■ INSTRUCTIONS TO FOLLOW: For each line in the data below that holds "speed", return a copy.

[Collected data entries]
- Opening Delimiter -

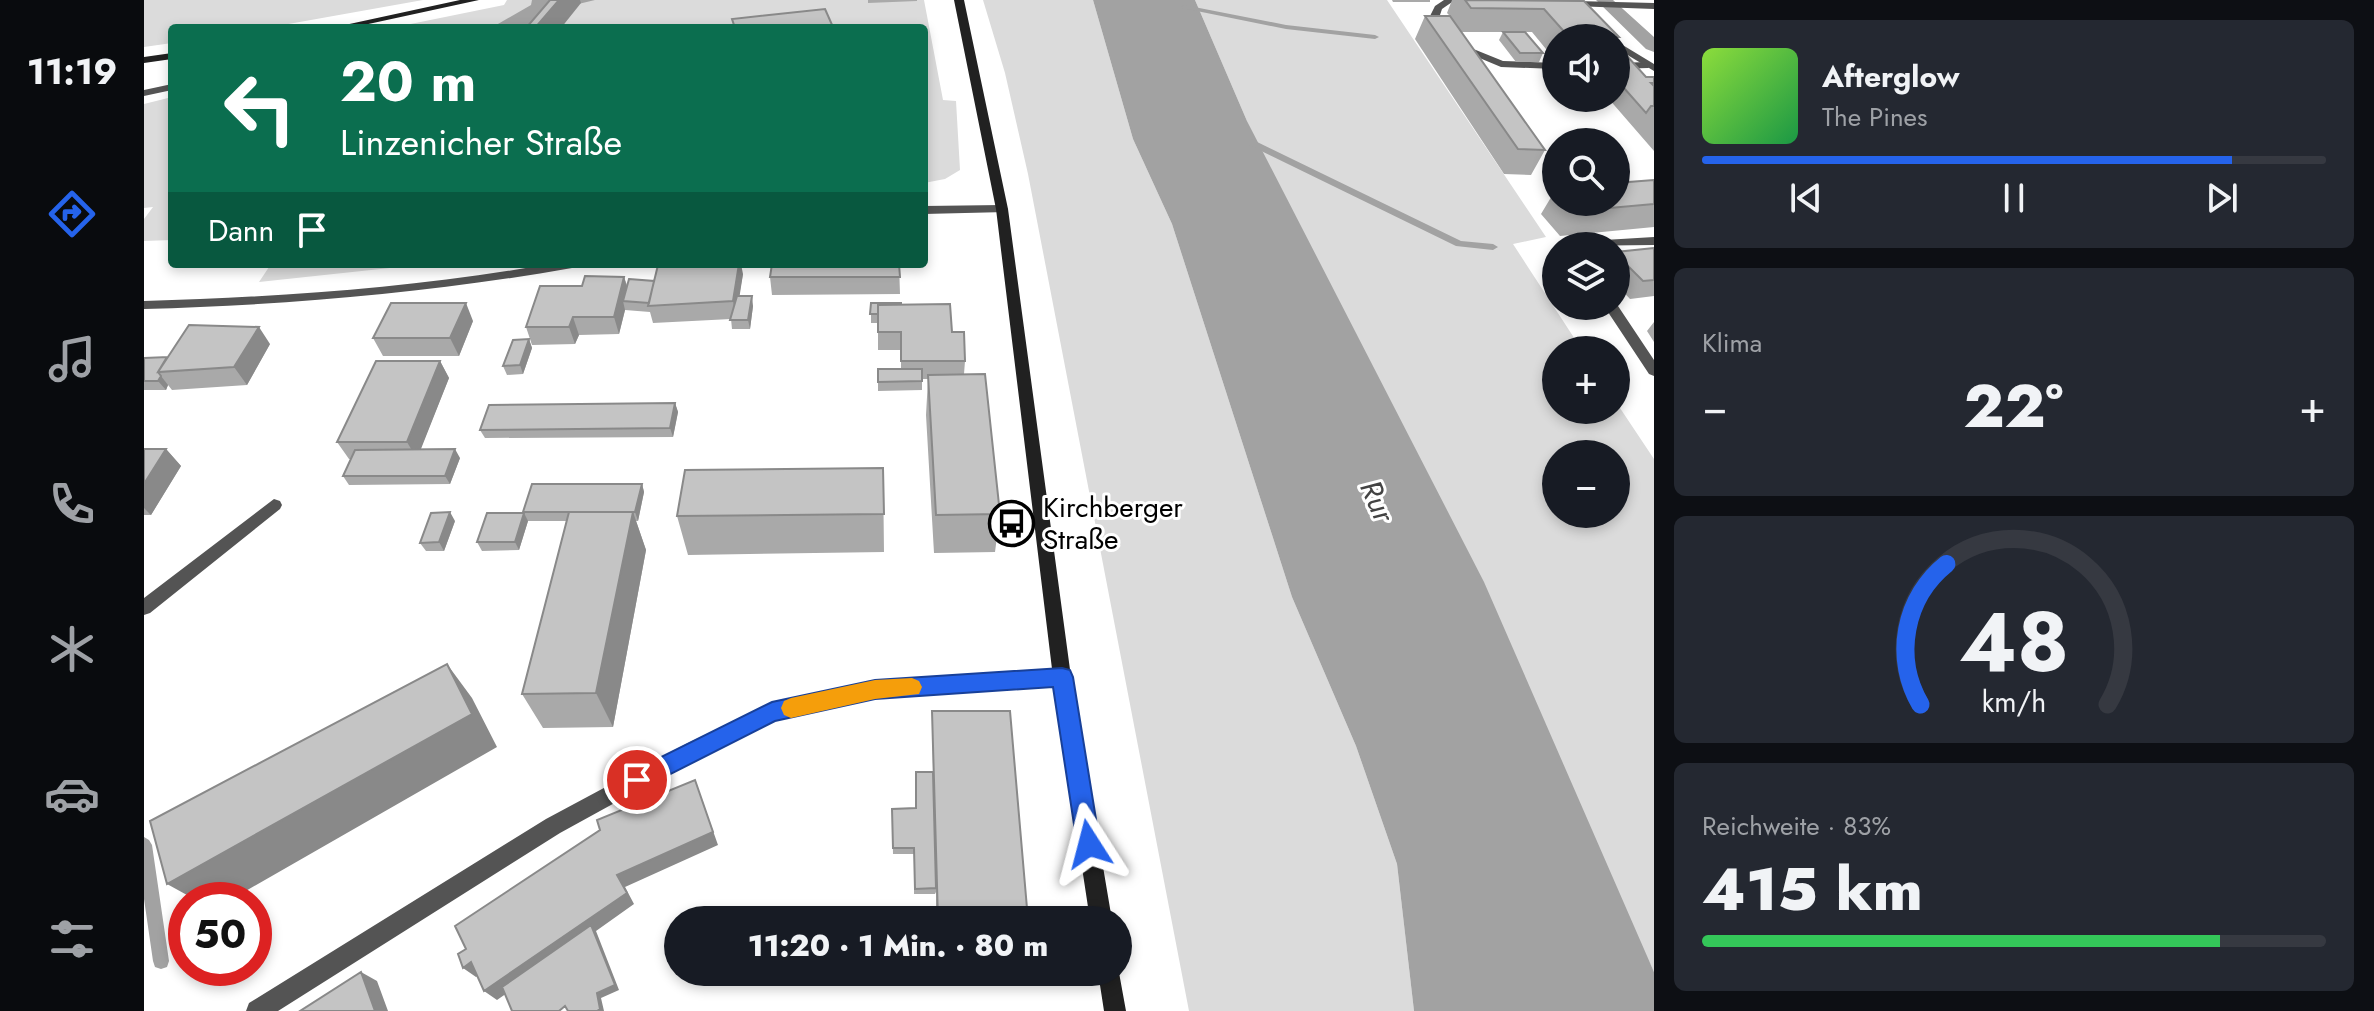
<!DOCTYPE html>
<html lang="de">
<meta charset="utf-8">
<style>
:root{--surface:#171b24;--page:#242831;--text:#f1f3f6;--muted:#9ea1a6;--line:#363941;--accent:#2563eb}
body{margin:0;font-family:Jost,sans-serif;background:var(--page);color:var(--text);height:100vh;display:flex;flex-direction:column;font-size:30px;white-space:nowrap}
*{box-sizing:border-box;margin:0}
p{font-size:26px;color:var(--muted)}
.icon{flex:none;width:44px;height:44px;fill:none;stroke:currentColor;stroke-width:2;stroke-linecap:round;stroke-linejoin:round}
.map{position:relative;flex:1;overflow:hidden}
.side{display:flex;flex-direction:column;gap:20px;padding:20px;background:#0d0f14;width:720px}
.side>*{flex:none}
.banner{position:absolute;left:24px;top:24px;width:760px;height:244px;border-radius:8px;box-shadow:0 4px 12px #0003;background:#0b6e4f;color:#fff;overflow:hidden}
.controls{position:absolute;left:1398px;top:24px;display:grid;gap:16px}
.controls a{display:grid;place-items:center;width:88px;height:88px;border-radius:50%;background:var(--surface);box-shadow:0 4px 12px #0003;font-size:40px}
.speed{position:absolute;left:24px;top:882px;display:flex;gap:16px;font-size:40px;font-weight:700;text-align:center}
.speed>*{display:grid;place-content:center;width:104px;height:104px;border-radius:50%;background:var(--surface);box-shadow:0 4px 12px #0003;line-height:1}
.speed .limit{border:12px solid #d22;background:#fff;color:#111}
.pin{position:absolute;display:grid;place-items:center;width:68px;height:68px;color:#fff;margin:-34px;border:4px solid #fff;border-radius:50%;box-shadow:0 2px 8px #0007}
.me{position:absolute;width:88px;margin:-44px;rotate:351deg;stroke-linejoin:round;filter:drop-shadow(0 0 6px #0008)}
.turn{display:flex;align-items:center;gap:28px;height:168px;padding:0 40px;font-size:36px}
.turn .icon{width:104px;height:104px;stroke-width:2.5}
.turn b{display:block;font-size:56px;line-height:68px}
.then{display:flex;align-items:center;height:76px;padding:0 40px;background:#0003;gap:16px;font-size:30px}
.big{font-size:60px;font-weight:800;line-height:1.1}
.side .widget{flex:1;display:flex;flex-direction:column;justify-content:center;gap:12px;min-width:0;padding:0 28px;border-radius:12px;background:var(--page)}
.side .dial{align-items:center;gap:0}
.dial svg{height:208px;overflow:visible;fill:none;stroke:var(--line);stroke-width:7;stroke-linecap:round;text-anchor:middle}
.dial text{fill:var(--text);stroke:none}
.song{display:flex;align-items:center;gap:24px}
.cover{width:96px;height:96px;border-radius:12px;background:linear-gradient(135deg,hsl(90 70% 55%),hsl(140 70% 35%))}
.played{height:8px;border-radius:4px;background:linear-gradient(90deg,var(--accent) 85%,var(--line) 85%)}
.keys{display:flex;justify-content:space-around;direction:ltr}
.heat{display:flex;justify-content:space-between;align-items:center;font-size:44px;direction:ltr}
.charge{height:12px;border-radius:6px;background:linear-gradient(90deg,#34c759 83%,var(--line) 0)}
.trip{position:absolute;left:520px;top:906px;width:468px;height:80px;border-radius:40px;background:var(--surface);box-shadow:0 4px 12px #0003;font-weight:800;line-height:80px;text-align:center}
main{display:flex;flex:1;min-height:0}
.tabs{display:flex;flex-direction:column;width:144px;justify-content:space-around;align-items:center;background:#090b0e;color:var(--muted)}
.tabs .icon{width:56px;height:56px}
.tabs .selected{color:var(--accent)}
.tabs b{font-size:36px;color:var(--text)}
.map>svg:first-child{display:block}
.green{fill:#dbdbdb;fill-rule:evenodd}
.water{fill:#a2a2a2}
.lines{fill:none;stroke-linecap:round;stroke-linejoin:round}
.stream{fill:#a2a2a2;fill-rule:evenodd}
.lane{fill:#545454;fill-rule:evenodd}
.street{fill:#545454;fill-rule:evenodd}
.secondary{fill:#212121;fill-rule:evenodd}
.wall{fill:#a9a9a9}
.shaded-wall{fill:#898989}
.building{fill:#c4c4c4;stroke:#898989;stroke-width:2}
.route{fill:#2563eb;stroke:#184099;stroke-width:2}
.slow{fill:#f59e0b}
.labels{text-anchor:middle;stroke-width:6;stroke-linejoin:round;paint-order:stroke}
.poi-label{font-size:28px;fill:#000;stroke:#fff;text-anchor:start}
.water-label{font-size:30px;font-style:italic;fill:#434343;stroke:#fff}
</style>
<main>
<nav class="tabs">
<b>11:19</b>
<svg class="icon selected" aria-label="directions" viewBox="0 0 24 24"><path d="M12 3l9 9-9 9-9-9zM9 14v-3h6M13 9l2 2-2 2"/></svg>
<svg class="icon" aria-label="music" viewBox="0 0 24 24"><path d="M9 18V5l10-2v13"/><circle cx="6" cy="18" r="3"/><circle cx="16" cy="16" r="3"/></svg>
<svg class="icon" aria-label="phone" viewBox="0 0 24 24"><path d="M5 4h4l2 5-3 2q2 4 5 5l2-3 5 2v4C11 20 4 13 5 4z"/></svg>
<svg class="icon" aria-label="climate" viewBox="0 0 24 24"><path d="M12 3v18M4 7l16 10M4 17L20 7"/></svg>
<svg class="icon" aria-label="car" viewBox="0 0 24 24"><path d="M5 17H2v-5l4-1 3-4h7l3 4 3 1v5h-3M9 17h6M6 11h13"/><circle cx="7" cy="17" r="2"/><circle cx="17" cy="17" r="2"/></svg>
<svg class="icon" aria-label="filters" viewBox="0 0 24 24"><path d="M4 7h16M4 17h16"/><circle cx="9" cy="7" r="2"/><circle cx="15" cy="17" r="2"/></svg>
</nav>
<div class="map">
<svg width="1510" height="1011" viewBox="0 0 1510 1011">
<rect width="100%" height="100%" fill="#fff"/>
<path class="green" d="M0,0H279L122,28H28V43L0,47Z
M363,0H780L799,100L812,101L816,170L801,179L780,183V28H247L360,5Z
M839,0H949L989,139L1028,224L1148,597L1212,746L1253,864L1270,1011H1045L884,174L861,73Z
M1051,0H1243L1402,237L1369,244L1438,350H1412V410H1472V402L1510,459V972L1103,121ZM1412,454H1472V514H1412Z
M28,97V240L0,241V219L9,207L0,208V104Z
M127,264H283L115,282Z"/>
<path class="water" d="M388,0H451L426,6L408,28H347L387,5Z
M949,0H1051L1103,121L1340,582L1510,972V1011H1270L1253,864L1212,746L1148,597L1028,224L989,139Z
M1452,0H1469L1510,37V52L1502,49Z"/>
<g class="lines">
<path class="stream" d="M1040,5L1142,25L1231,35L1235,37L1231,39L1142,29L1038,8L1037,7Z
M1101,139H1107L1317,241L1349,244L1354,247L1349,250L1312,246L1101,143Z
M0,837L5,840L8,845L25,961L23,967L17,969L11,967L9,961L0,899Z"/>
<path class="lane" d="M1300,0H1311L1298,9L1295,18L1304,33L1299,36L1296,35L1285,18L1291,6Z
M1432,1L1510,3V9L1429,6L1427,4Z
M1317,44L1359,61L1412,63V69L1357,67L1314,49L1312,47Z
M1472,63L1504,62L1509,65L1504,68L1472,69Z
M28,84V90L0,96V90Z"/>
<path class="street" d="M1472,41L1510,64V71L1472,48Z
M858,205L864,209L862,212L780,214V206Z
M1510,237V245L1421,246L1427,242Z
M405,264H434L428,268C286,293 144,305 0,309V301C136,297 271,288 405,264Z
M1472,303L1510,360V376L1505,374L1460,306H1472Z
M130,499L136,501L138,505L136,509L6,613L0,615V598Z
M918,669L924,671L927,677L924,683L918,685L731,698L631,720L556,756L416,833L134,1011H102L105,1003L402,819L542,744L621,706L731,682Z"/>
<path class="secondary" d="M316,0H335L206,28H187Z
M810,0H820L864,209L927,677L968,920H946L909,677L852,209Z
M28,53V59L0,63V57Z
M974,967L982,1011H960L954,972H974Z"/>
</g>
<path class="wall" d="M724,0H773V1L724,3Z
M1248,0H1286V2H1249Z
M1308,0H1419L1475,37L1472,41V38H1412L1411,60L1388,32H1382L1399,53L1395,62H1372L1355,40L1359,32H1317L1401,150L1387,175L1360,174L1271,39L1281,16H1306L1303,13Z
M1472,57L1502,77H1510V151L1464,98H1472Z
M1510,180V227L1416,236L1397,214L1412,189V202H1472Z
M1510,248V296L1486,299L1472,284V252Z
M755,264L756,294L628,295L626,277Z
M599,274L595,296L609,306L606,329H588L587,319L509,323L506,312L481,310L475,334L435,335L431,344L388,345L382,327L438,286L480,277L483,285L510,281Z
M727,303L757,305L808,332L821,361L820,374L856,514L851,552L790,553L782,415L784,379H778V390L734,391V369H757V350H734V323H727Z
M329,321L315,356H239L229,338Z
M1510,322V342L1503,331Z
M385,339L388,348L379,374L363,375L359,366Z
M126,344L103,385L28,390L24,385L22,390H0V358L23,357Z
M296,361L305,378L276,450L316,458L306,484L205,485L199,476L207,459H205L193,442Z
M531,403L534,412L529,437L341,438L336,430Z
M0,449H22L37,466L7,515H0Z
M739,468L740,552L544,555L533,516Z
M498,484L500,492L494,521H492L502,550L469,727L399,728L378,694L423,521H384L375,550L338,551L333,542L380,513Z
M311,521L300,551H282L276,543Z
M788,711L884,920H792V892L791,894H770V854H749L748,809L772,808L789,772Z
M793,972H884V973L793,974Z"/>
<path class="shaded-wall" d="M415,0H436L437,3L417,28H391Z
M595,264H597L599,274L592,319L589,301Z
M480,277L485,294L479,301L481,310L475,334L470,317Z
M608,296L609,306L606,329L604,320Z
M322,303L329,321L315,356L306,338Z
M429,317L435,335L431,344L425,327Z
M115,327L126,344L103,385L90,367Z
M385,339L388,348L379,374L376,365Z
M296,361L305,378L273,459L263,442Z
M17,376L24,385L22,390L14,381Z
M531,403L534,412L529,437L526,428Z
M22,449L37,466L7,515L0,508V484Z
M311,449L316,458L306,484L301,476Z
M498,484L500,492L494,521L491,512Z
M306,512L311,521L300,551L295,542Z
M489,512L502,550L469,727L452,693Z
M380,513L384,521L375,550L371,542Z
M303,664L328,698L353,747L86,900H52L23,884Z
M551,780L574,845L481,887L490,904L452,931L475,990L457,998L460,1011H453L450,932L353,1000L340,991L473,875Z
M327,962L340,972L332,977L319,968Z
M217,972L233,981L244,1011H231Z"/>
<path class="building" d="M406,0H415L391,28H382Z
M1321,0L1440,1L1475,37L1424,36L1400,9L1327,8Z
M681,9L689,27L591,28L588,19Z
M1281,16H1306L1401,150L1374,149Z
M1359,32H1381L1399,53H1376Z
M1472,57H1484L1502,77H1510V83H1507L1510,86V106H1507L1502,113L1472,79Z
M1510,180V204L1432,211L1424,202H1472V183Z
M1510,248V280L1499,281L1472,254V252Z
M555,264H595L589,301L504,306L514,265Z
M628,264H755L756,277H626Z
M441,276L480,277L470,317H429L425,327H382L396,286H438Z
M485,279L510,281L505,303L479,301Z
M593,296H608L604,320H586Z
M247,303H322L306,338H229Z
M727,303H757V305H734V314H726Z
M806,304L808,332H820L821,361H757V332H734V305Z
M45,325L115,327L90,367L14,372Z
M385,339L376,365L359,366L369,340Z
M23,357L14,372L17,376L14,381H0V358Z
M232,361H296L263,442H193Z
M734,369H778V381L734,382Z
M841,374L856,514L792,515L784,375Z
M531,403L526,428L336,430L345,405Z
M0,449H22L0,484Z
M311,449L301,476H199L211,450Z
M739,468L740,514L533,516L541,470Z
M388,484H498L491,512H379Z
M306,512L295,542L276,543L287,513Z
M425,512H489L452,693L378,694Z
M343,513H380L371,542H333Z
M303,664L328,714L23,884L6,821Z
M788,711H866L884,920H794Z
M772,772H789L792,888L771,889L770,848H749L748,809L772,808Z
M551,780L569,832L473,875L483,893L340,991L327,962L319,968L314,954L322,949L311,926L456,830L453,820Z
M447,925L471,985L453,993L456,1009L453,1011H424L421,1006L415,1011H368L358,987Z
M217,972L231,1011H156Z"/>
<path class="route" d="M918,668L926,670L929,677L956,844L953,852L945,856L936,852L933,844L909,687L731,699L631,721L493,791L485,788L482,780L485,773L628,702L731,680Z"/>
<path class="slow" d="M768,678L775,681L778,687L775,694L731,699L647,718L640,715L637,708L640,701L647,698L731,680Z"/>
<defs>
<symbol id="bus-ring" viewBox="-11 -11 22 22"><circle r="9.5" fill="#fff" stroke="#000" stroke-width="1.5"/><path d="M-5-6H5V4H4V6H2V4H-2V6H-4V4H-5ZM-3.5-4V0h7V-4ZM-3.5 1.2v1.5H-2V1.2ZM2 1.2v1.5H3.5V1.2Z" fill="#000"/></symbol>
</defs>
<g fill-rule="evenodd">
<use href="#bus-ring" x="842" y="498" width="51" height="51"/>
</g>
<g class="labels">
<g class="poi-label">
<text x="899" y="517">Kirchberger<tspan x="899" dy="32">Straße</tspan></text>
</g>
<g class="water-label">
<text transform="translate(1233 501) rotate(66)" y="10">Rur</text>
</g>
</g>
</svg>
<div class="controls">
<a><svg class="icon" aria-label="sound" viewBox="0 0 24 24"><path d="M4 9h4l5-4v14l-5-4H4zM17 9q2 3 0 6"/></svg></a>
<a><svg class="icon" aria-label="search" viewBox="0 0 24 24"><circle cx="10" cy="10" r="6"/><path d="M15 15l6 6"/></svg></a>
<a><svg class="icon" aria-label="layers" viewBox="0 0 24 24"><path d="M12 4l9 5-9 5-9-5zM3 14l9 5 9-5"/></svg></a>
<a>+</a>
<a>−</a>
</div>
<div class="speed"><div class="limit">50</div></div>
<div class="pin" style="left:493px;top:780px;background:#d93025"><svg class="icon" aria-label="arrive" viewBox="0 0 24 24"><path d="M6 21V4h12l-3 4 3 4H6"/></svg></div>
<svg class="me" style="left:945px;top:844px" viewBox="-20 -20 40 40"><path d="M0-17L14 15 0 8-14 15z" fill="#2563eb" stroke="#fff" stroke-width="4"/></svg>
<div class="trip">11:20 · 1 Min. · 80 m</div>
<div class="banner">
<div class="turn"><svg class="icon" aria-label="left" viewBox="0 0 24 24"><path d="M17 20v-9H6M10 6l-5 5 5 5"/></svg><div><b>20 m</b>Linzenicher Straße</div></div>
<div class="then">Dann<svg class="icon" aria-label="arrive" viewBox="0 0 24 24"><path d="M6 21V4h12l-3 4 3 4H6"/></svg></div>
</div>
</div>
<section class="side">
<div class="widget">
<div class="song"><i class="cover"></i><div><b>Afterglow</b><p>The Pines</p></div></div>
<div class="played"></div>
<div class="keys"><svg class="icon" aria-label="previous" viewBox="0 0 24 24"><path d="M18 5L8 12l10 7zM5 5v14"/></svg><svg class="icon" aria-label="pause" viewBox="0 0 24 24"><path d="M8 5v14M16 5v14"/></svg><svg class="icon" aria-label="next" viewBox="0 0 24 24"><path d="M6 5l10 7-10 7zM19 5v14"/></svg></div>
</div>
<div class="widget"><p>Klima</p>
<div class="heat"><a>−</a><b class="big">22°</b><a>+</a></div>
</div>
<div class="widget dial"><svg viewBox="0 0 100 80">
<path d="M14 69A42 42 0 1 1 86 69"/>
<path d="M14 69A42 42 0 0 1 24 15" stroke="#2563eb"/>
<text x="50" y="56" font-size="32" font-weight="700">48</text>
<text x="50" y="72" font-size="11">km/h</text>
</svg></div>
<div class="widget"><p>Reichweite · 83%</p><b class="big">415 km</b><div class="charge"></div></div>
</section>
</main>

- Closing Delimiter -

■ COMPLETED EXERCISE:
.speed{position:absolute;left:24px;top:882px;display:flex;gap:16px;font-size:40px;font-weight:700;text-align:center}
.speed>*{display:grid;place-content:center;width:104px;height:104px;border-radius:50%;background:var(--surface);box-shadow:0 4px 12px #0003;line-height:1}
.speed .limit{border:12px solid #d22;background:#fff;color:#111}
<div class="speed"><div class="limit">50</div></div>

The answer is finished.